[Stored data]
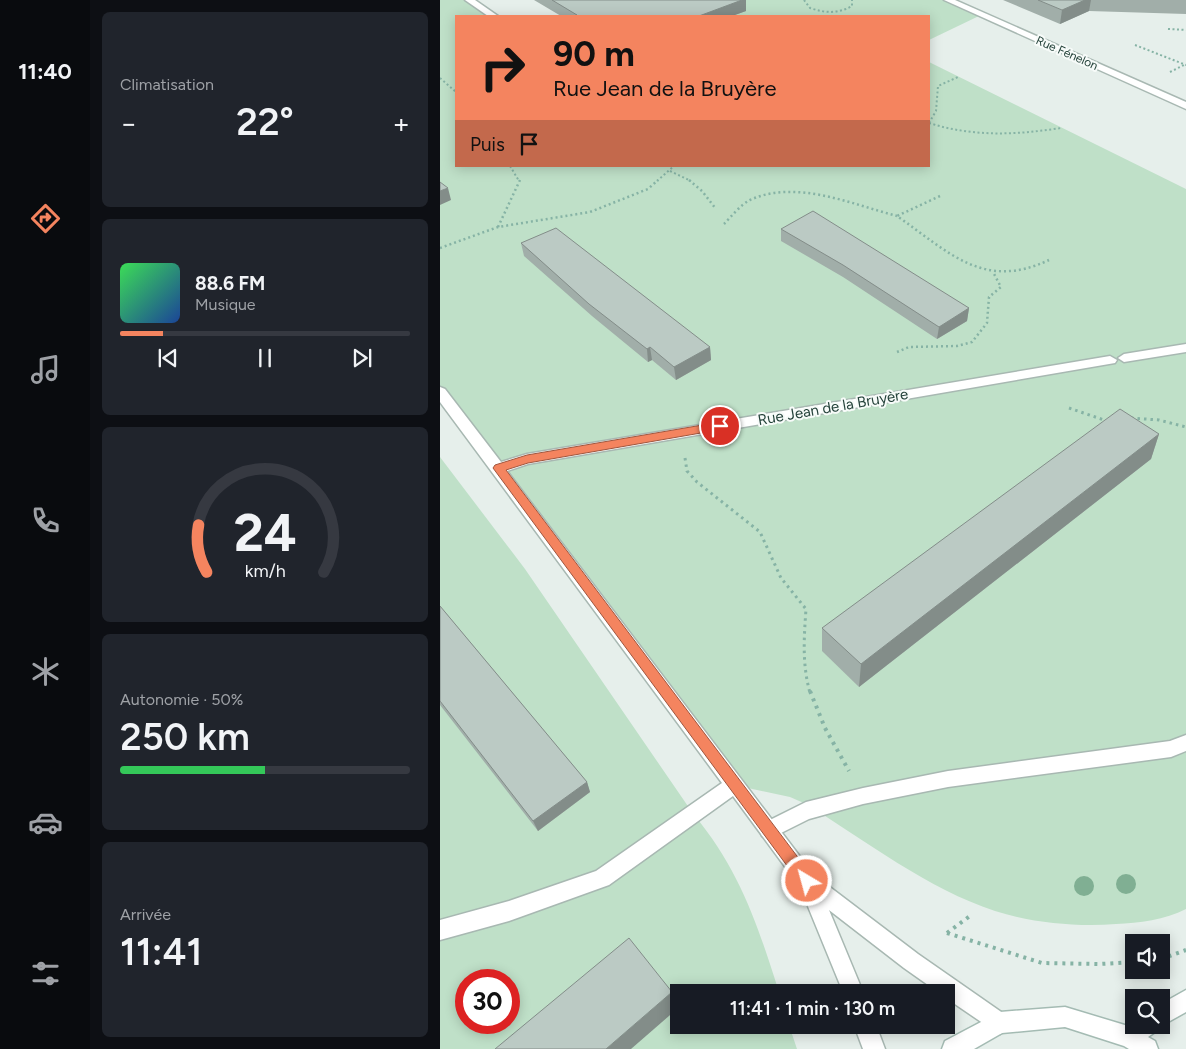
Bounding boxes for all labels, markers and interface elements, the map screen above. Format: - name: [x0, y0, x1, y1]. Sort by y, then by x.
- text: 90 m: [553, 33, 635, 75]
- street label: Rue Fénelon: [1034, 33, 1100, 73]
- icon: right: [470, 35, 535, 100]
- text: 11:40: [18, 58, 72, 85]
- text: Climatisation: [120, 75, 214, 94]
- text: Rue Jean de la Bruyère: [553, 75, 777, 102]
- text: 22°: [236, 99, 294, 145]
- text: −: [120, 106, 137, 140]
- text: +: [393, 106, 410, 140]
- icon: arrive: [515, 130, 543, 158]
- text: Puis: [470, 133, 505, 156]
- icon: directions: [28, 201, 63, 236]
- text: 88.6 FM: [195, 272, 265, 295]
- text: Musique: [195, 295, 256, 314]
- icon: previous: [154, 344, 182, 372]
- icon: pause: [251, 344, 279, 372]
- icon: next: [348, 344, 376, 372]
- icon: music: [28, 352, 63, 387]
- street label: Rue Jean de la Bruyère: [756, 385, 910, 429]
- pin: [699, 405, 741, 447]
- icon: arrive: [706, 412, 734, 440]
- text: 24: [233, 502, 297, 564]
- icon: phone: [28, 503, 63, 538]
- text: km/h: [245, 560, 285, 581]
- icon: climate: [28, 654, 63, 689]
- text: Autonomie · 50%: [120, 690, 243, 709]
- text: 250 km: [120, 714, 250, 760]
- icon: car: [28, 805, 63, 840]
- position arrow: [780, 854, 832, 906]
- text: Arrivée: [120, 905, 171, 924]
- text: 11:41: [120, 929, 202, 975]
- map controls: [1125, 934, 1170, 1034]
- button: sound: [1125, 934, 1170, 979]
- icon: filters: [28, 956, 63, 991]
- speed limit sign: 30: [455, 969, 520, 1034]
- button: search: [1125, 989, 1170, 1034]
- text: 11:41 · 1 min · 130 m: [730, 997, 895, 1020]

TASK GOAL:
Every line in the data that holds the string "Bruyère" should be returned.

ANSWER BOX:
- text: Rue Jean de la Bruyère: [553, 75, 777, 102]
- street label: Rue Jean de la Bruyère: [756, 385, 910, 429]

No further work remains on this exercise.